____ Recorded data

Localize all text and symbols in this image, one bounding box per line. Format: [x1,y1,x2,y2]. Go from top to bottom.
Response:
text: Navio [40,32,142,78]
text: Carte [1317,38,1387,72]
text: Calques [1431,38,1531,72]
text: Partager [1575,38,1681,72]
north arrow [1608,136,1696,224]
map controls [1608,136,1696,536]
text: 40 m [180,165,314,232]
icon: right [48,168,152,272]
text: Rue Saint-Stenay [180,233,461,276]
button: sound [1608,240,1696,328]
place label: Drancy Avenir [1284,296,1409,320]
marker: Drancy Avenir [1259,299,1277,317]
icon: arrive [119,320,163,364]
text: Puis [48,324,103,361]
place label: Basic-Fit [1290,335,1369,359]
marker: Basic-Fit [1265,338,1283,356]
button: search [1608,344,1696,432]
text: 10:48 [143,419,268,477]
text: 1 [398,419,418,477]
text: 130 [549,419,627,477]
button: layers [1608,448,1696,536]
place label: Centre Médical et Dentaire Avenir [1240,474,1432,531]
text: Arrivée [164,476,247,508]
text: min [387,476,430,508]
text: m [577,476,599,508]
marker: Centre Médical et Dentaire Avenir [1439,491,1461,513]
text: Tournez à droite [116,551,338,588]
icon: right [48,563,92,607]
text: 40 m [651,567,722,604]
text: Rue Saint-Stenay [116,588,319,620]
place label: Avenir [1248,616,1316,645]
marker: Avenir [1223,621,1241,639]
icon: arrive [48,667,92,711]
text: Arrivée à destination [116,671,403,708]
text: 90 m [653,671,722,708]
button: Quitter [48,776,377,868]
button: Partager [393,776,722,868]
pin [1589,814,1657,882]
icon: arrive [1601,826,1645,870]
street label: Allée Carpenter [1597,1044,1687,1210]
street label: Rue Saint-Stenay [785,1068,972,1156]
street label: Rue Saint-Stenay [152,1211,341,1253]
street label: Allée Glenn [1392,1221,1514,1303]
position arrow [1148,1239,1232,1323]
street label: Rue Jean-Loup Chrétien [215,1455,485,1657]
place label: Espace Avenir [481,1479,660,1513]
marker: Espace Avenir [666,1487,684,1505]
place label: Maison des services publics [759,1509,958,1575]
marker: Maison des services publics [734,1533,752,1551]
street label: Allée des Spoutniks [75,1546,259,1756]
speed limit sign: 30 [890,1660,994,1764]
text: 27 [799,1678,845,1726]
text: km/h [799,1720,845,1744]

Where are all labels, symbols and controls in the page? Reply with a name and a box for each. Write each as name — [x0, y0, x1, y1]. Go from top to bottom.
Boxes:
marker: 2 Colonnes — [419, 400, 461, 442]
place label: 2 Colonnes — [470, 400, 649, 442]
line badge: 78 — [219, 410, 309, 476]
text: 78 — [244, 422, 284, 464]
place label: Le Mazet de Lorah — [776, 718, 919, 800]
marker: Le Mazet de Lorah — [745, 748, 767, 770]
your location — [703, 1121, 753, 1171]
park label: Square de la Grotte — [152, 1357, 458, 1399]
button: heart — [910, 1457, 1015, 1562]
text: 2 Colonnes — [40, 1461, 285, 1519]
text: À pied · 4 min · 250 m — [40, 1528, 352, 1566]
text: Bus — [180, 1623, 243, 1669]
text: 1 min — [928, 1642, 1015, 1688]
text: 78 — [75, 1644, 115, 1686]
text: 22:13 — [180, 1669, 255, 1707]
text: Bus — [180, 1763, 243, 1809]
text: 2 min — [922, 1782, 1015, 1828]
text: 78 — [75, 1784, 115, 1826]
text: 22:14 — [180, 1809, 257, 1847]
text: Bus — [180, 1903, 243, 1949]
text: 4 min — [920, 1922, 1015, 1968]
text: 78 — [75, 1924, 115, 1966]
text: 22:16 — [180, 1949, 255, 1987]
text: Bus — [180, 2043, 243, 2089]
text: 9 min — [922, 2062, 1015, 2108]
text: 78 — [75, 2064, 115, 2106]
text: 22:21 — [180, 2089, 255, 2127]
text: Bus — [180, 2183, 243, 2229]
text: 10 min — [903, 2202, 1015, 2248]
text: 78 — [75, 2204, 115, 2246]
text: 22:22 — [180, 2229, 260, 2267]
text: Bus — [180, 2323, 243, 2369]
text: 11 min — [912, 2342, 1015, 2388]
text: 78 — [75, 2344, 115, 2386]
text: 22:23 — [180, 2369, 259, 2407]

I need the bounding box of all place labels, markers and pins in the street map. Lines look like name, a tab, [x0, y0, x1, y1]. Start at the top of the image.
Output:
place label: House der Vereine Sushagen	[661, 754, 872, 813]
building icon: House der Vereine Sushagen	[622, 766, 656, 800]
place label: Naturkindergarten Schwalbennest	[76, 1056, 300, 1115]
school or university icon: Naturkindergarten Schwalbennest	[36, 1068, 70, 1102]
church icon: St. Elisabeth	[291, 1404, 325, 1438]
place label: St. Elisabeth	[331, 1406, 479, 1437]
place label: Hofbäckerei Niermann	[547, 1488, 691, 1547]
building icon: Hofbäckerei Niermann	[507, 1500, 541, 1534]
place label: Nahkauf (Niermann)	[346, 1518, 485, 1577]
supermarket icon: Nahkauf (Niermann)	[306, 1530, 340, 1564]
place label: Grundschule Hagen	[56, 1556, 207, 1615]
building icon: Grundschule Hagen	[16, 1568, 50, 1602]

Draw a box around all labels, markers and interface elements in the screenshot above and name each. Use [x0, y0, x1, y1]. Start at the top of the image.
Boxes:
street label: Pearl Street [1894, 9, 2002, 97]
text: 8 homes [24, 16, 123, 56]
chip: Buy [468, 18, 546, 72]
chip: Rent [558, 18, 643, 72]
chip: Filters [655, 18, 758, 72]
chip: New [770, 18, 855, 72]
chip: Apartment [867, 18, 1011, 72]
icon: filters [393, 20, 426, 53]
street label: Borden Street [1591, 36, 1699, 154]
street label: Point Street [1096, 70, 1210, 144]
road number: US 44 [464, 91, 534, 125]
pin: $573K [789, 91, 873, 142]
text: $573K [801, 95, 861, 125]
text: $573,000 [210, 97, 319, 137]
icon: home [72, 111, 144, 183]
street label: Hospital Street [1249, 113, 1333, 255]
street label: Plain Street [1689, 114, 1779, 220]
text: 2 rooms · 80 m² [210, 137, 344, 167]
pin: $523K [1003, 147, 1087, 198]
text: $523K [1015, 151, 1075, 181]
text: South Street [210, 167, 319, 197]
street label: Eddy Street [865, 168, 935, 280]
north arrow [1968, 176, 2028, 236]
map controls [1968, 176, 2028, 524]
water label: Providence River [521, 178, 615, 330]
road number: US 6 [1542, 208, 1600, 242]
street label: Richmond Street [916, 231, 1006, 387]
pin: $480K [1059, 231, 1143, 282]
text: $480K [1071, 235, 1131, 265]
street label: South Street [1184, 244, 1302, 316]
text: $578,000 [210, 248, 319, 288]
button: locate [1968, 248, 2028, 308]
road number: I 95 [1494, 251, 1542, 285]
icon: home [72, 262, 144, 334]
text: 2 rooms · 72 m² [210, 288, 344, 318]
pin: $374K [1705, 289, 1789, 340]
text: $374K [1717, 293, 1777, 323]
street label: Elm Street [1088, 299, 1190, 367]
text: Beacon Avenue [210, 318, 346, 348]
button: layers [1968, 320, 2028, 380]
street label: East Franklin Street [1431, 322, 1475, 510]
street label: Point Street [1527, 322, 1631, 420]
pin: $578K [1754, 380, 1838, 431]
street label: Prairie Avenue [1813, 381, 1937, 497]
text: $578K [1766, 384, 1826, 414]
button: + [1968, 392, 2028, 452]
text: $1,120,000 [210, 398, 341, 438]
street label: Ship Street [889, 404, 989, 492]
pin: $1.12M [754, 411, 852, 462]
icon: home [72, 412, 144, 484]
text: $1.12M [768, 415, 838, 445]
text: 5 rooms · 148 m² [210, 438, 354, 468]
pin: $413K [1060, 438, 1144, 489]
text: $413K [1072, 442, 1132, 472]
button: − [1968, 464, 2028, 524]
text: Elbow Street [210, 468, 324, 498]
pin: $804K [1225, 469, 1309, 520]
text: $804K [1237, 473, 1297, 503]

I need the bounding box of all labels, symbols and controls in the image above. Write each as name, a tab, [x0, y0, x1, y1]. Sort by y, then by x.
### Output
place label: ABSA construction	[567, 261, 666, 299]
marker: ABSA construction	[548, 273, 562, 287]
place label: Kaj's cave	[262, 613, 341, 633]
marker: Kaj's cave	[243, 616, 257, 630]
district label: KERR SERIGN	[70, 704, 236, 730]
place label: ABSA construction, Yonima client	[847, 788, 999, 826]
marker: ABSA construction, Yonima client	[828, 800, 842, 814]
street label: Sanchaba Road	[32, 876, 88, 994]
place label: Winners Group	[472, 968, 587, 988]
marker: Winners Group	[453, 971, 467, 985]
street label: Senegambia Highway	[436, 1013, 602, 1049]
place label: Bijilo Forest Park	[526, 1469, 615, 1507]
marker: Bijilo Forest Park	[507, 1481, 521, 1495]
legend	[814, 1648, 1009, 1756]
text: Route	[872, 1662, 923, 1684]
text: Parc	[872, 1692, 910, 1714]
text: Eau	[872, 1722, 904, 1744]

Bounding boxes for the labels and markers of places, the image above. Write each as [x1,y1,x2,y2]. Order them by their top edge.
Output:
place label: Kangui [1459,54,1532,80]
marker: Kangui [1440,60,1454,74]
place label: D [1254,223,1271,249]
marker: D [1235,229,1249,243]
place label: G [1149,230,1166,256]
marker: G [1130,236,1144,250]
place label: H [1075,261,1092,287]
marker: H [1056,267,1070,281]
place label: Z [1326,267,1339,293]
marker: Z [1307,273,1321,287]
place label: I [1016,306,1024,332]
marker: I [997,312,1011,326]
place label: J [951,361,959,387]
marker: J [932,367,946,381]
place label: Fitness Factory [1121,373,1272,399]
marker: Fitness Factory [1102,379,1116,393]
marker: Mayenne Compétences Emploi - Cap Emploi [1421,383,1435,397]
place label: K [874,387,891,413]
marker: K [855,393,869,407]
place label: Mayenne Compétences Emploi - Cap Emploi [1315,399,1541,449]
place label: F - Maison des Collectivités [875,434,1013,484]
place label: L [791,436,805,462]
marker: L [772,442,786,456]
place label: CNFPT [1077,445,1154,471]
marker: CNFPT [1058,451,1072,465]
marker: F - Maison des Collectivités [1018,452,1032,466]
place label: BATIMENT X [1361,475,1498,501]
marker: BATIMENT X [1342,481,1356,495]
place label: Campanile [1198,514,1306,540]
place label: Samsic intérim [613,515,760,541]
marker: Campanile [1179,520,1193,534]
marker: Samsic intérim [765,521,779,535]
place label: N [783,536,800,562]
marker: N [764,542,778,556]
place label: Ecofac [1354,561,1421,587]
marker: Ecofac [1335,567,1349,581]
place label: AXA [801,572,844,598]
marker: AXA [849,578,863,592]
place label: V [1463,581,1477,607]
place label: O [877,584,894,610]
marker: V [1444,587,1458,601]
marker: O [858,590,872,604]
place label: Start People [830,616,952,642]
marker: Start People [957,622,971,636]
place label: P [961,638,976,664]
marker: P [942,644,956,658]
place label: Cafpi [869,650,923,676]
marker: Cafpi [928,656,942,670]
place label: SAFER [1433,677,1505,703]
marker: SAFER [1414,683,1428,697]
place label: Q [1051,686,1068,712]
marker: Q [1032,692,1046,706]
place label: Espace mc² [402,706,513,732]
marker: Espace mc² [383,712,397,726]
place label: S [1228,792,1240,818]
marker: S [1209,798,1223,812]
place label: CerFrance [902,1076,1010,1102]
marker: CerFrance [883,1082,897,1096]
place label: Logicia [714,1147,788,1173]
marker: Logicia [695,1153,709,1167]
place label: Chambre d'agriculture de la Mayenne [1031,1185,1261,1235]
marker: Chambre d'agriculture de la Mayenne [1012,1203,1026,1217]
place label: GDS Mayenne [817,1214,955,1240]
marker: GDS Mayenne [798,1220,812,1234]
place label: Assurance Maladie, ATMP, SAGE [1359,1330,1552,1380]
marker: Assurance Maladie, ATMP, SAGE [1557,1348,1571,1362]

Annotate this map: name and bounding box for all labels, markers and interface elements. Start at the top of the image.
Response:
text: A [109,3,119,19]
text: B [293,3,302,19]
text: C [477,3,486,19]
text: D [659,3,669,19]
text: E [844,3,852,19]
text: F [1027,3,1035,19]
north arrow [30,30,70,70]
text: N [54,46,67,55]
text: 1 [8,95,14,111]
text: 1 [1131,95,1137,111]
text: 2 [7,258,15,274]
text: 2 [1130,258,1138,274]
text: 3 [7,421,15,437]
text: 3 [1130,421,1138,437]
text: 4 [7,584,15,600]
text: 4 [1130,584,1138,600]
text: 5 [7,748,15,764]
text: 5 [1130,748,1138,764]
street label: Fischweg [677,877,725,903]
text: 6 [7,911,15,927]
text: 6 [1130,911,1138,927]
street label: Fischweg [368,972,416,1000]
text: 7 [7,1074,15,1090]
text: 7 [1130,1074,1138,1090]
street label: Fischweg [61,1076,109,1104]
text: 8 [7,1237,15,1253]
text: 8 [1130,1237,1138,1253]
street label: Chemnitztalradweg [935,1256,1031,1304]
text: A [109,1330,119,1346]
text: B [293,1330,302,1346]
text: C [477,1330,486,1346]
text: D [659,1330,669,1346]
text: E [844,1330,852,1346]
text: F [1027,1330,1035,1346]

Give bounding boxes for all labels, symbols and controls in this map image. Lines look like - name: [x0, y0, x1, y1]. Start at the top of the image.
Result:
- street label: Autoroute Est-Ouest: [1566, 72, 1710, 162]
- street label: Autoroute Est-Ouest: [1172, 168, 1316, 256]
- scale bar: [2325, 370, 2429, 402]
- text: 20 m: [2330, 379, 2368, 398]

________

▸ What you need to do
Look through the listing above and copy each line where the string "Maison" occurs.

▸ Solution to the exercise
place label: Maison des services publics [759,1509,958,1575]
marker: Maison des services publics [734,1533,752,1551]
place label: F - Maison des Collectivités [875,434,1013,484]
marker: F - Maison des Collectivités [1018,452,1032,466]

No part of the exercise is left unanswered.